Pursuant to section 2-207 of the UCC, additional terms stated on the face of invoices relating to a produce transaction are binding upon the parties to the transaction. Diamond Fruit Growers, Inc. v. Krack Corp., 794 F.2d 1440, 1443-45 (9th Cir. 1986). Generally, under section 2-207, acceptance of terms that are additional to the original terms of an offer are treated as counteroffers, and operate as a rejection of the original offer. U.C.C. § 2-207 (2002). However, between merchants, the additional terms become part of the contract unless (i) acceptance is expressly limited to the terms of the original offer, (ii) the additional terms are objected to within commercially reasonable time, or (iii) the additional terms materially alter the terms of the contract. U.C.C. § 2-207(2) (2002); see also Diamond Fruit Growers, Inc., 794 F.2d at 1443-45.
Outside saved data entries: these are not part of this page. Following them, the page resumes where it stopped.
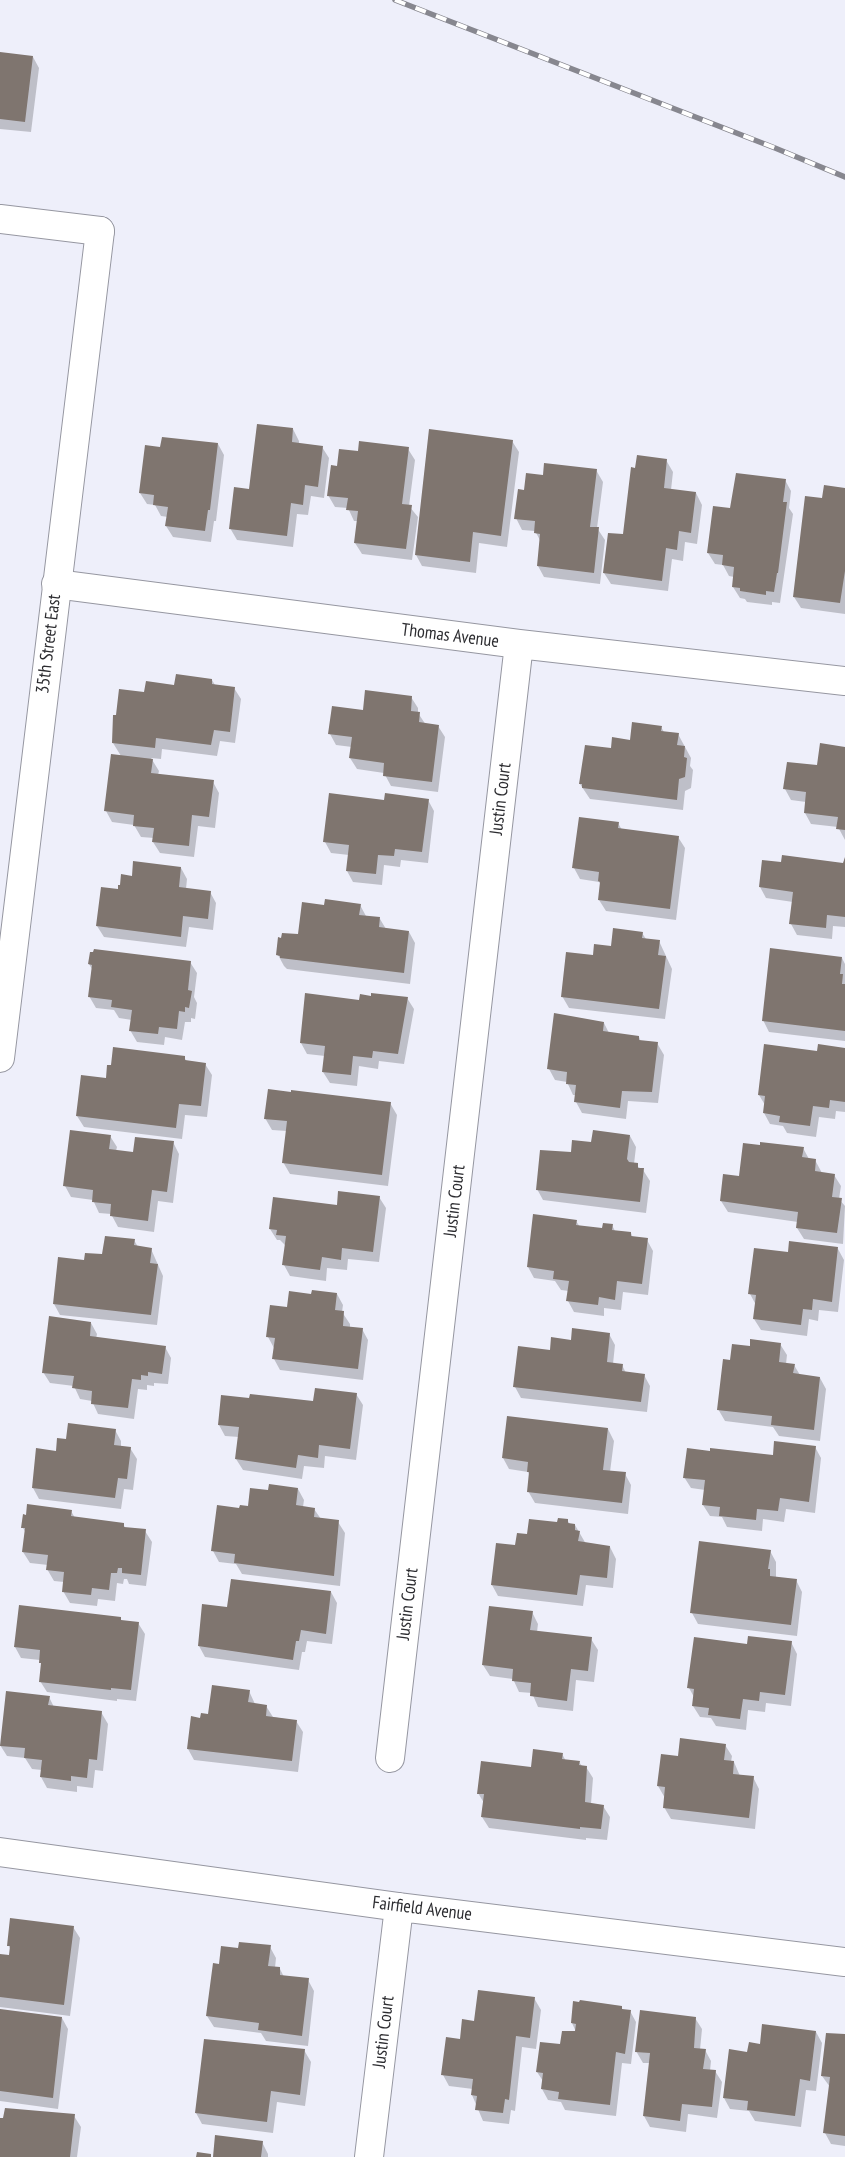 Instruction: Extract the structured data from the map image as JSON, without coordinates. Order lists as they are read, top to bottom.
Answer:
{
  "streets": {
    "street": [
      "Thomas Avenue",
      "35th Street East",
      "Justin Court",
      "Fairfield Avenue"
    ]
  },
  "crossings": [
    ["Thomas Avenue", "35th Street East"],
    ["Thomas Avenue", "Justin Court"],
    ["Justin Court", "Fairfield Avenue"]
  ]
} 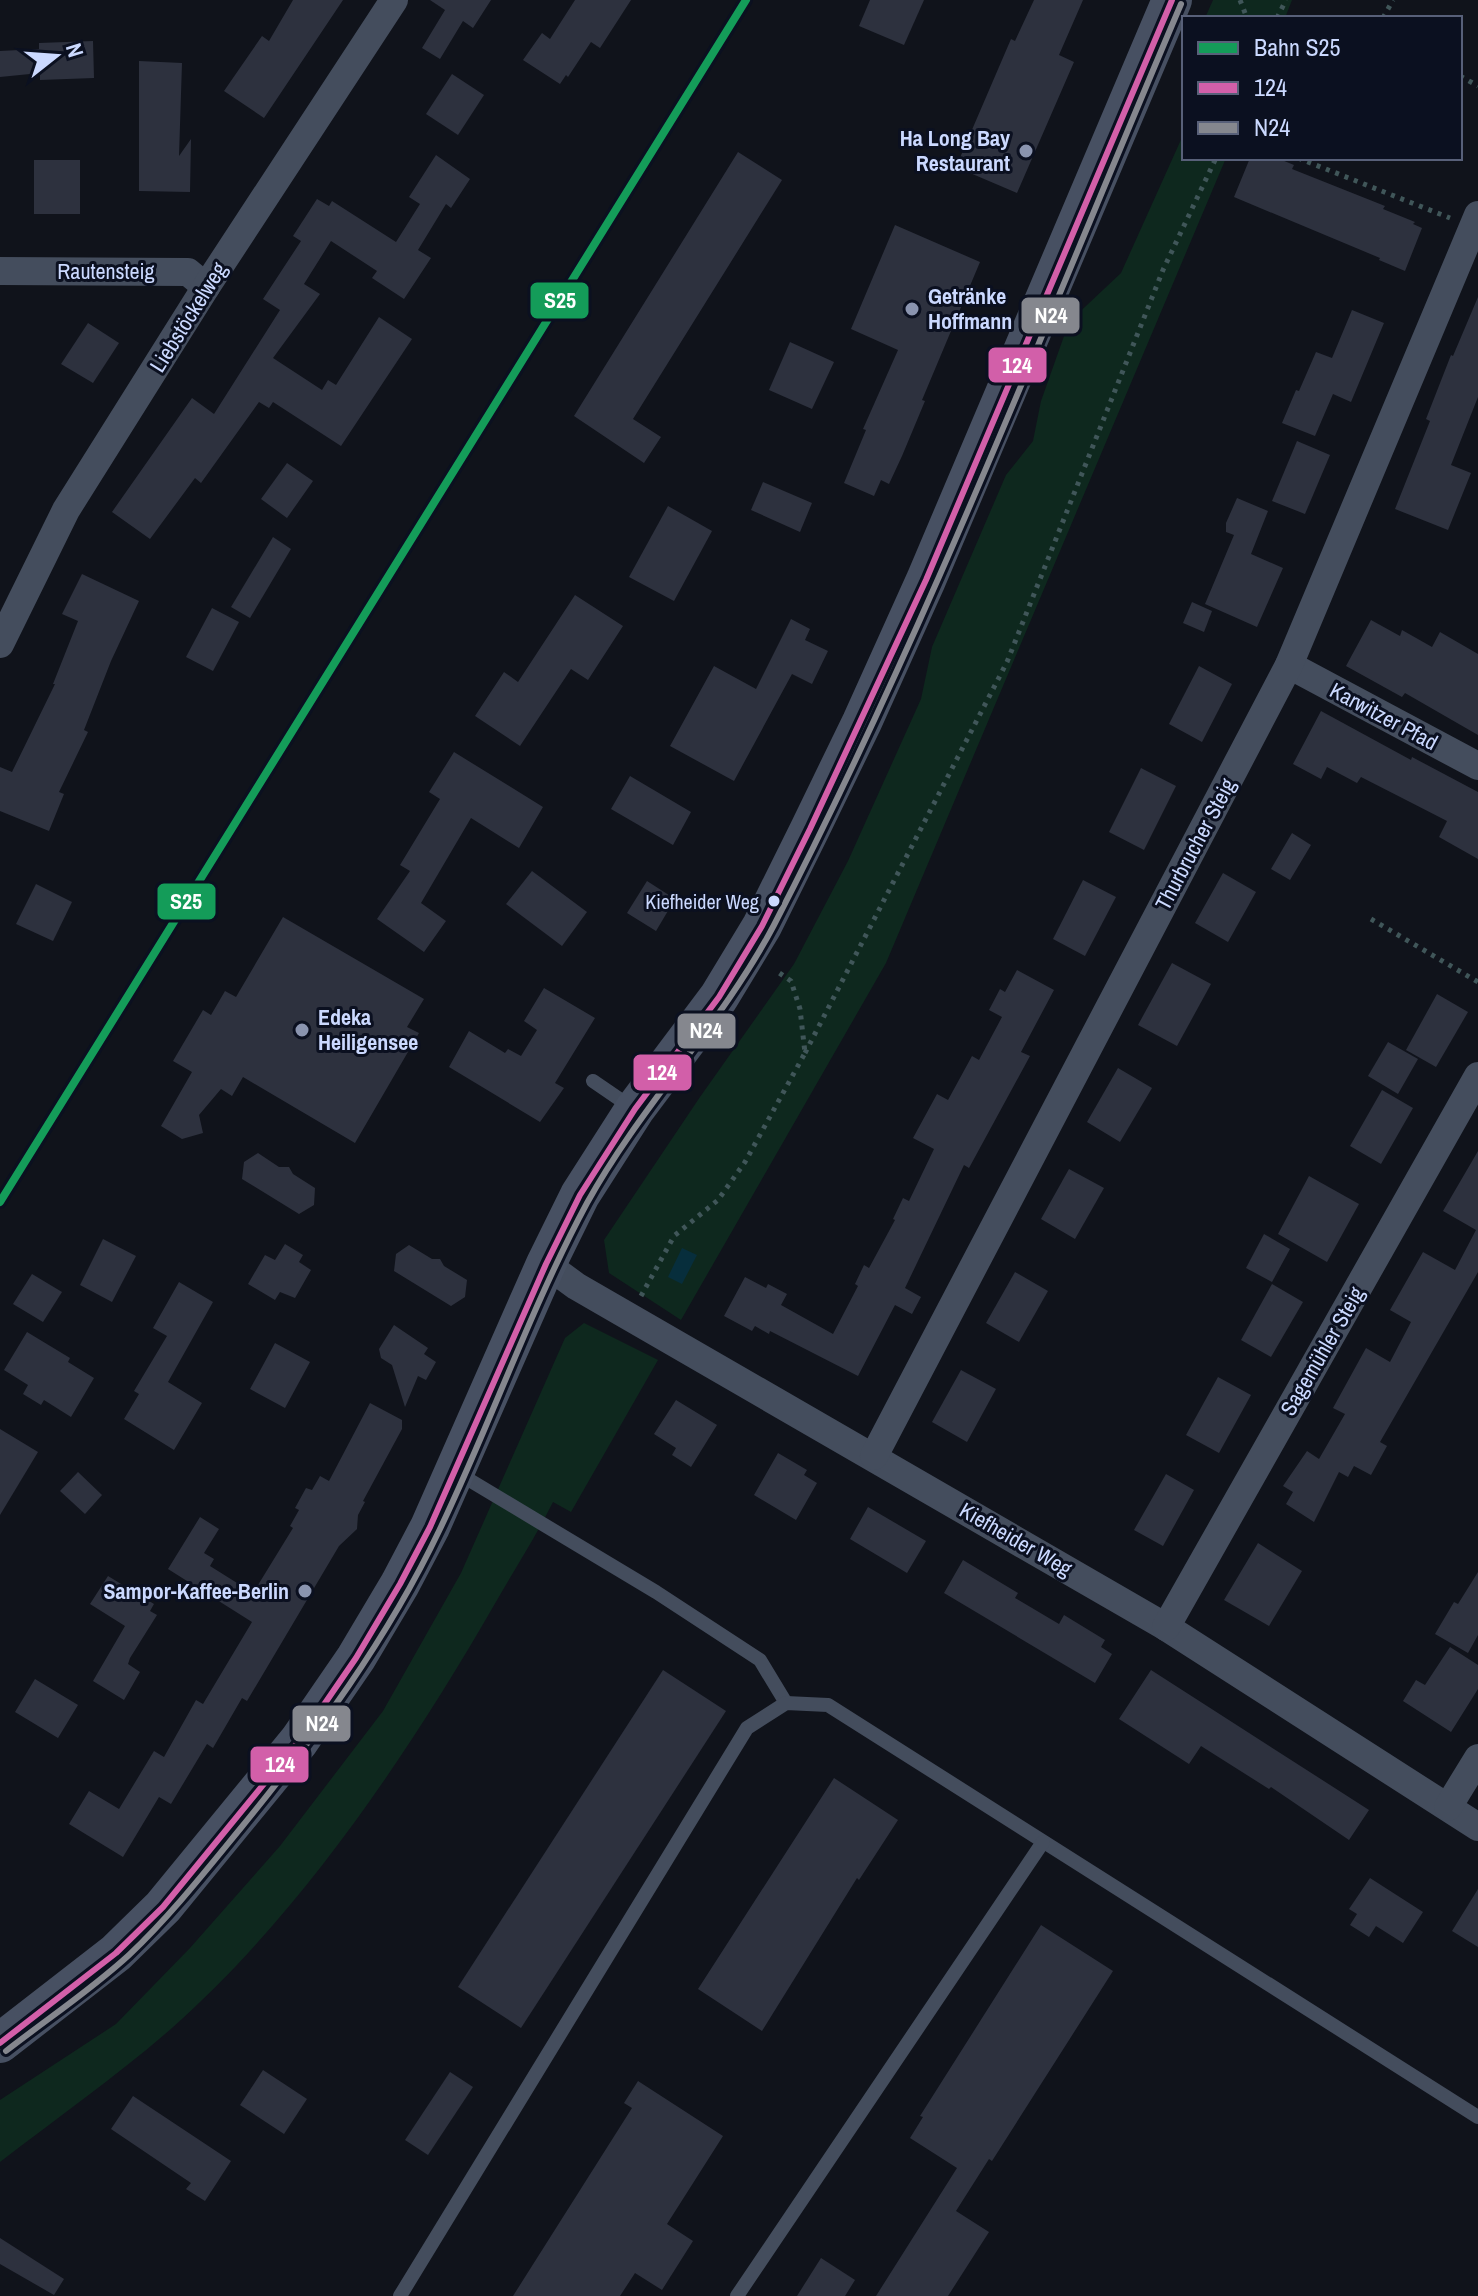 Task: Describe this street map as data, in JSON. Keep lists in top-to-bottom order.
{
  "streets": {
    "street": [
      "Rautensteig",
      "Liebstöckelweg",
      "Karwitzer Pfad",
      "Thurbrucher Steig",
      "Sagemühler Steig",
      "Kiefheider Weg"
    ]
  },
  "crossings": [
    ["Rautensteig", "Liebstöckelweg"],
    ["Karwitzer Pfad", "Thurbrucher Steig"],
    ["Thurbrucher Steig", "Kiefheider Weg"],
    ["Sagemühler Steig", "Kiefheider Weg"]
  ],
  "places": [
    "Ha Long Bay Restaurant",
    "Getränke Hoffmann",
    "Kiefheider Weg",
    "Edeka Heiligensee",
    "Sampor-Kaffee-Berlin"
  ],
  "lines": ["rail line S25", "transit line 124", "transit line N24"],
  "legend": ["Bahn S25", "124", "N24"],
  "north": "right"
}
In this case, the defendants' offer to buy was not expressly limited to its terms, and the defendants did not object within a commercially reasonable time. Id.; (ECF Nos. 1, 17, 21, 22). Thus, the only issue is whether the "additional terms" materially altered the terms of the contract. Id.
In defining the types of additional terms that could "materially alter" the existing contract, the UCC looks for provisions which would "result in surprise or hardship if incorporated without express awareness by the other party[.]" Official Comment 4 to U.C.C. § 2-207 (2002). The official comments to this UCC provision expressly state:
See Official Comments 5 & 6 to U.C.C. § 2-207 (2002).
Here, under the UCC, the additional terms on the face of each of the plaintiff's invoices became agreed upon terms of the parties' contracts. The terms regarding attorneys' fees and collection costs on the face of the invoices are the plaintiff's standard credit terms upon which the plaintiff sells goods to any purchaser. (ECF Nos. 1, 17, 21, 22). These terms are standard contract terms throughout the produce industry and are generally expected to be present on invoices or other billing statements. Id. Given the general inclusion of these terms throughout the industry and plaintiff's regular use of the additional terms on its invoices, the additional terms regarding attorneys' fees and costs did not materially alter the existing contracts. Diamond Fruit Growers, Inc., 794 F.2d at 1443-45.
Further, defendants never objected to the additional terms when they received and accepted the produce identified on the unpaid invoices. Id. As a result, the amounts due under these additional provisions became a part of the plaintiff's PACA trust claim as sums owing in connection with the produce transactions between the plaintiff and the defendants by virtue of 7 U.S.C. § 499e(c)(2) (2010) (trust survives until debtor makes "full payment of the sums owing in connection with such transactions"). Accordingly, plaintiff is entitled to recover under U.C.C. § 2-207.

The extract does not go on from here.